Australian bushranger.
Ben Hall was the fourth child and third son of former convicts Benjamin Hall and Eliza Somers (both transported for petty crimes), who met as convicts: they married in 1834, after Eliza was granted freedom and two years after Benjamin had received his ticket-of-leave. Benjamin worked first as a station overseer and, after the cattle were moved following a severe drought, as a butcher and grocer in Murrurundi, then a newly created town in the Upper Hunter.
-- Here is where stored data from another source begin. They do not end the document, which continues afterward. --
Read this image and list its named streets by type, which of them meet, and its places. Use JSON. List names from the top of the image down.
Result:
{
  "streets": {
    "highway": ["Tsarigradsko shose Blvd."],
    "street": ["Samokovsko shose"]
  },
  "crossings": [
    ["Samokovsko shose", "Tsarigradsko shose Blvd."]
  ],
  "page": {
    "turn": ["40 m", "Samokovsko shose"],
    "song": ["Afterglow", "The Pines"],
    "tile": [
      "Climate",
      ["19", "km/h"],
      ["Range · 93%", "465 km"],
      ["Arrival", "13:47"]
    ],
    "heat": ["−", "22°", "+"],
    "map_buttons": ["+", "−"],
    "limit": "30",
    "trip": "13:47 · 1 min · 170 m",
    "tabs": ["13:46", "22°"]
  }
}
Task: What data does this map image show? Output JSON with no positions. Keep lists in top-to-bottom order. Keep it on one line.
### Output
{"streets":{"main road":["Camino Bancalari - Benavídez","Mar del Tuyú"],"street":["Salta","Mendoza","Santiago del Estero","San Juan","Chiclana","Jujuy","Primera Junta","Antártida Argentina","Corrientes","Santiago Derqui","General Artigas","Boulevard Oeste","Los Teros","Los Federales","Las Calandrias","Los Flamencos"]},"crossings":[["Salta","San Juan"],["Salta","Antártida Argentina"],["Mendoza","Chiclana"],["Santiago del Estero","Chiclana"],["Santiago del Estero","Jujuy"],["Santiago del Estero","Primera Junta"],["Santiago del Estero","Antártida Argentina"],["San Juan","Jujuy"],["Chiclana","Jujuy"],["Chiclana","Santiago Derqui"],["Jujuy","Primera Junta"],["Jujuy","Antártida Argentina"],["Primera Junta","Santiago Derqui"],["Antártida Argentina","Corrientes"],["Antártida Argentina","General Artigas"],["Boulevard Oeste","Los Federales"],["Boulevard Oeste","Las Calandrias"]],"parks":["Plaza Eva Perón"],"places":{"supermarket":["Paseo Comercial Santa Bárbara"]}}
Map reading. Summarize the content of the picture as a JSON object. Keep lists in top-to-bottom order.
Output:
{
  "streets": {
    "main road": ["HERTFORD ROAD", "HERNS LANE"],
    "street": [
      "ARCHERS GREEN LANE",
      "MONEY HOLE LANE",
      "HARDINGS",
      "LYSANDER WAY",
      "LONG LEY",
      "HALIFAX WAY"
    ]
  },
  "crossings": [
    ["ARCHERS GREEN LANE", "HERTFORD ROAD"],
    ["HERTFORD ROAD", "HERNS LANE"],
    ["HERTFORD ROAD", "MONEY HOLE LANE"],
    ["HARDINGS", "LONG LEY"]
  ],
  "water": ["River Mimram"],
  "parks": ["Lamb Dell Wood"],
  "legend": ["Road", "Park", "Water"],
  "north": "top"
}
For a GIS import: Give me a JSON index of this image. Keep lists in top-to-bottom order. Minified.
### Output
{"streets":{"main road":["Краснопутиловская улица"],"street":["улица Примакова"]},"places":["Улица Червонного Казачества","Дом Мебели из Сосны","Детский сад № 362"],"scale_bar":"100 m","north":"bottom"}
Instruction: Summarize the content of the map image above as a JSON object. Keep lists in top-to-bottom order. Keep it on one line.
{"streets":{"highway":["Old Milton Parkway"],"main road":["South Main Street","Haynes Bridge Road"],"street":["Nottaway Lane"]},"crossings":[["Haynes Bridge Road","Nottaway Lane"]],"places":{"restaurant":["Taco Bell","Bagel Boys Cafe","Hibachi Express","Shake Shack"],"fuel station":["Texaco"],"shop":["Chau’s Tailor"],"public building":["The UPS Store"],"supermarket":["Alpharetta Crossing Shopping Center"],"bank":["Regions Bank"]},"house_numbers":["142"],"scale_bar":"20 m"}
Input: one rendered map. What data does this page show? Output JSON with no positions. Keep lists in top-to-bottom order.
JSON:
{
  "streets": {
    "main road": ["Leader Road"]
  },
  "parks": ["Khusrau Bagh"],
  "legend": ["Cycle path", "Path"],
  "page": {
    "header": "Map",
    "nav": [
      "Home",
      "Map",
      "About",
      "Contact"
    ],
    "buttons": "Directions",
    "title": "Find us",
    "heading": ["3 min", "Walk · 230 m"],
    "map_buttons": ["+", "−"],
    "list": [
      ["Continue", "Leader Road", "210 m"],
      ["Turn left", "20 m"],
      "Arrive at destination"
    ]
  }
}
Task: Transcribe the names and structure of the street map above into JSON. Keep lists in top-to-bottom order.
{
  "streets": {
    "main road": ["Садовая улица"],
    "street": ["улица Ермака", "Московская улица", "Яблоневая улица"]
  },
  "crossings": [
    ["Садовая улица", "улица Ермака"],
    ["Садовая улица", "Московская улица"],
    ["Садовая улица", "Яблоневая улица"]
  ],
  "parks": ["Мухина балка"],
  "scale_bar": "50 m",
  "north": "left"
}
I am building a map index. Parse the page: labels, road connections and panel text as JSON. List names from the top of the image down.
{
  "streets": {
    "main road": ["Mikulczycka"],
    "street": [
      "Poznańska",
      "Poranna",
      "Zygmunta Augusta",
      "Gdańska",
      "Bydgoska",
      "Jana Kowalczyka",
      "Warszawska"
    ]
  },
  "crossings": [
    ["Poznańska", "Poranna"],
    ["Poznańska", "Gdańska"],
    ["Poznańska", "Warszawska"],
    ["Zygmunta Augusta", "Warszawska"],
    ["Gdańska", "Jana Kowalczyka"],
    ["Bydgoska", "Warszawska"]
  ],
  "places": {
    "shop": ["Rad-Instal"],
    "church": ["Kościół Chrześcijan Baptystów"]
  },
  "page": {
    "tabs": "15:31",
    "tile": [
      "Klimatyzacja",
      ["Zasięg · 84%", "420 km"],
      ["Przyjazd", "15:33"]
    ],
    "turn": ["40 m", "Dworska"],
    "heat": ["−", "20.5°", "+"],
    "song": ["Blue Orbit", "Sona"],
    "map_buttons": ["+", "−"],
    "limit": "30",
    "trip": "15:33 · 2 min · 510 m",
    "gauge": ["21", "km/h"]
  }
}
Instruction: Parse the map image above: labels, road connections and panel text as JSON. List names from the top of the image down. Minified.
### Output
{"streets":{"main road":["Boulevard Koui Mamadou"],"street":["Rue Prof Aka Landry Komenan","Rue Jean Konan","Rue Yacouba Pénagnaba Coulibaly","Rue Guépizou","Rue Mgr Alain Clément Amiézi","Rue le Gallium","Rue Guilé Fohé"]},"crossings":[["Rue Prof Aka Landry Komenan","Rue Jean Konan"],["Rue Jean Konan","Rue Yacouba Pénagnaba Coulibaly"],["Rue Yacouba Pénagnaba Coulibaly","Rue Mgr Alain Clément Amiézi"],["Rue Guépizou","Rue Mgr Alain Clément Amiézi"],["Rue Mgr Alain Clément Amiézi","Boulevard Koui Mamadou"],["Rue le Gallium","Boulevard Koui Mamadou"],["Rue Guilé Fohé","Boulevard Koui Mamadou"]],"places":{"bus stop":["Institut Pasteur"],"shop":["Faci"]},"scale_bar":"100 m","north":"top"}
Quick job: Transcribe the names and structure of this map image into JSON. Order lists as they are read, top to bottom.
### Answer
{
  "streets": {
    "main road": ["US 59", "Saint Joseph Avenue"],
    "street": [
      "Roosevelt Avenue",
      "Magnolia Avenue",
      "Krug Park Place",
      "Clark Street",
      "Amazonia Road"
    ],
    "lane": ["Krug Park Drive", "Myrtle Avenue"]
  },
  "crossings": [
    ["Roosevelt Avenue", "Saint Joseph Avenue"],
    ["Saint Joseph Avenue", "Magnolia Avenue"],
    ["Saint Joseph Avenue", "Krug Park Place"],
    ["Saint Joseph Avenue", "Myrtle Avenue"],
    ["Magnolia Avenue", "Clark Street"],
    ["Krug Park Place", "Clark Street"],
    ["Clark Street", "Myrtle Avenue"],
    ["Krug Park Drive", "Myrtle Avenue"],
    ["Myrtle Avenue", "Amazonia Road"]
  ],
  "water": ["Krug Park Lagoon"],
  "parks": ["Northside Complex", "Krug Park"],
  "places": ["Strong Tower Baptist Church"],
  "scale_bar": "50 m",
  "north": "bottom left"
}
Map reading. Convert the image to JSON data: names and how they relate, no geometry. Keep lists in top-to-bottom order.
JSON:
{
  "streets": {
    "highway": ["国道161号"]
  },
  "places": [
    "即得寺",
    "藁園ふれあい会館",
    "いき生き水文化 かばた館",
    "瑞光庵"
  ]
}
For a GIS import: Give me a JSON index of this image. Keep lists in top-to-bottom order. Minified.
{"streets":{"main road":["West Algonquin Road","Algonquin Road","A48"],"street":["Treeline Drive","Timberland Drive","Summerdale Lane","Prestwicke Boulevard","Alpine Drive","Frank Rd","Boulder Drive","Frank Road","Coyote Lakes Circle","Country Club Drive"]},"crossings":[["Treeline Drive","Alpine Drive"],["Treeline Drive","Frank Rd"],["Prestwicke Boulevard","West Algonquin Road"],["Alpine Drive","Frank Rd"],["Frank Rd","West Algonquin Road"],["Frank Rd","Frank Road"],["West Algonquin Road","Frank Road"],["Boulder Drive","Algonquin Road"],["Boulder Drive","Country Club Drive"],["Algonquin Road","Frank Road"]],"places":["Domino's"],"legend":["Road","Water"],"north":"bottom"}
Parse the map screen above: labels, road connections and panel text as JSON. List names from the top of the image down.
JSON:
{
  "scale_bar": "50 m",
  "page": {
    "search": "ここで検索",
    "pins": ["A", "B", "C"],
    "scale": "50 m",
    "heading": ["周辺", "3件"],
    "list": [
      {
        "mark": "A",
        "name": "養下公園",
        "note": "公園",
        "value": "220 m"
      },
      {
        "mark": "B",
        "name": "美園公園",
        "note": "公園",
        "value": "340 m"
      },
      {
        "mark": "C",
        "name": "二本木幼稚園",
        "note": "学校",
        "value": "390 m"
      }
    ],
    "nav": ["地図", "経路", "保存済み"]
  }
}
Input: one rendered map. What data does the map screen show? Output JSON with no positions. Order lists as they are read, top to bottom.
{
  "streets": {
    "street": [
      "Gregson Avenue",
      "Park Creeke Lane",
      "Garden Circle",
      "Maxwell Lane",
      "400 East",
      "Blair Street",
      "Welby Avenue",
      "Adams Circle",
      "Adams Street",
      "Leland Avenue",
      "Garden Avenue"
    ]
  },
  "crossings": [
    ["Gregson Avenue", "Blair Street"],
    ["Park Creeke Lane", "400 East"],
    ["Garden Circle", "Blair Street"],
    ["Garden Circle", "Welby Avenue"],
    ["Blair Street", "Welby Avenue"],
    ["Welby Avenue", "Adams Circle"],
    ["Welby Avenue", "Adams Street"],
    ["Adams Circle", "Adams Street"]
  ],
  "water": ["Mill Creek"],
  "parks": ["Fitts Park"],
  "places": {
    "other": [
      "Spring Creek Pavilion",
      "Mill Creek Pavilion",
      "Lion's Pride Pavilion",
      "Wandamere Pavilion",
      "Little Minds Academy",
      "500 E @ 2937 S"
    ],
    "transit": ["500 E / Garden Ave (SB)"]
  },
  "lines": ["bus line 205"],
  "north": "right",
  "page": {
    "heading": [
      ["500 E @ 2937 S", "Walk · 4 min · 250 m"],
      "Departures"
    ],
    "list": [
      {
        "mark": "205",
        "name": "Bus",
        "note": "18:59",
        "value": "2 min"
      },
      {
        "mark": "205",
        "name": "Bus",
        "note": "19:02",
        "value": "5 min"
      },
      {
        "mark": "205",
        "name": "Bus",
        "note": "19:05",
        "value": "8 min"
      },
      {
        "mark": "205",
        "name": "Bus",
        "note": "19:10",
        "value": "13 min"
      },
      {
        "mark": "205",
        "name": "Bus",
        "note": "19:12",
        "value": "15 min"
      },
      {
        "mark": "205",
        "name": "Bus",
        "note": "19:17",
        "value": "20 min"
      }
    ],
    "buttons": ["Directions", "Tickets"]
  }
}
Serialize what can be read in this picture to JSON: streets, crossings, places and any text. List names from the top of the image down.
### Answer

Hall moved with his father and some siblings down to the Lachlan River area when he was about thirteen: he worked with cattle and horses, and became an expert stockman. He married young, in 1856, to Bridget ('Biddy') Walsh, and later had one son.
The marriage disintegrated in the early 1860s, and Biddy left in early 1862 to live with another stockman, James Taylor. By April 1862, Ben was arrested for armed robbery, in association with Frank [Christie] Gardiner. The charge was dismissed, but in June of the same year, Hall, Gardiner, and others robbed a gold escort. He was arrested again, and again released, but the mounting legal costs forced a lease of his grazing property, which in turn increased financial pressures and reinforced Hall's inclination for bushranging.
In late 1864 and early 1865, two policemen were shot and killed by Hall's associates during robberies. This, combined with the prolific nature of the gang's activities since 1863, prompted New South Wales parliament to push through the Felons Apprehension Act, declaring Hall and his associates 'outlaws', and allowing then to be killed without arrest and trial.
In May 1865, Ben Hall, separated from his companions, was ambushed and fatally shot by a group of eight policemen.
Hall's career as a bushranger and his death remain the subject of intense interest, in part because he is perceived as a romantic figure driven into crime by the breakdown of his marriage, and in part because while his associates committed murders, Hall himself did not. These factors help make Hall one of the most popular figures (after Ned Kelly) in Australian bushranging narratives: as well as a number of very early Australian films, he was also the focus of the BBC / ABC/ 20th Century Fox co-production Ben Hall (1975), starring Jon Finch, and the 2016 Australian film The Legend of Ben Hall.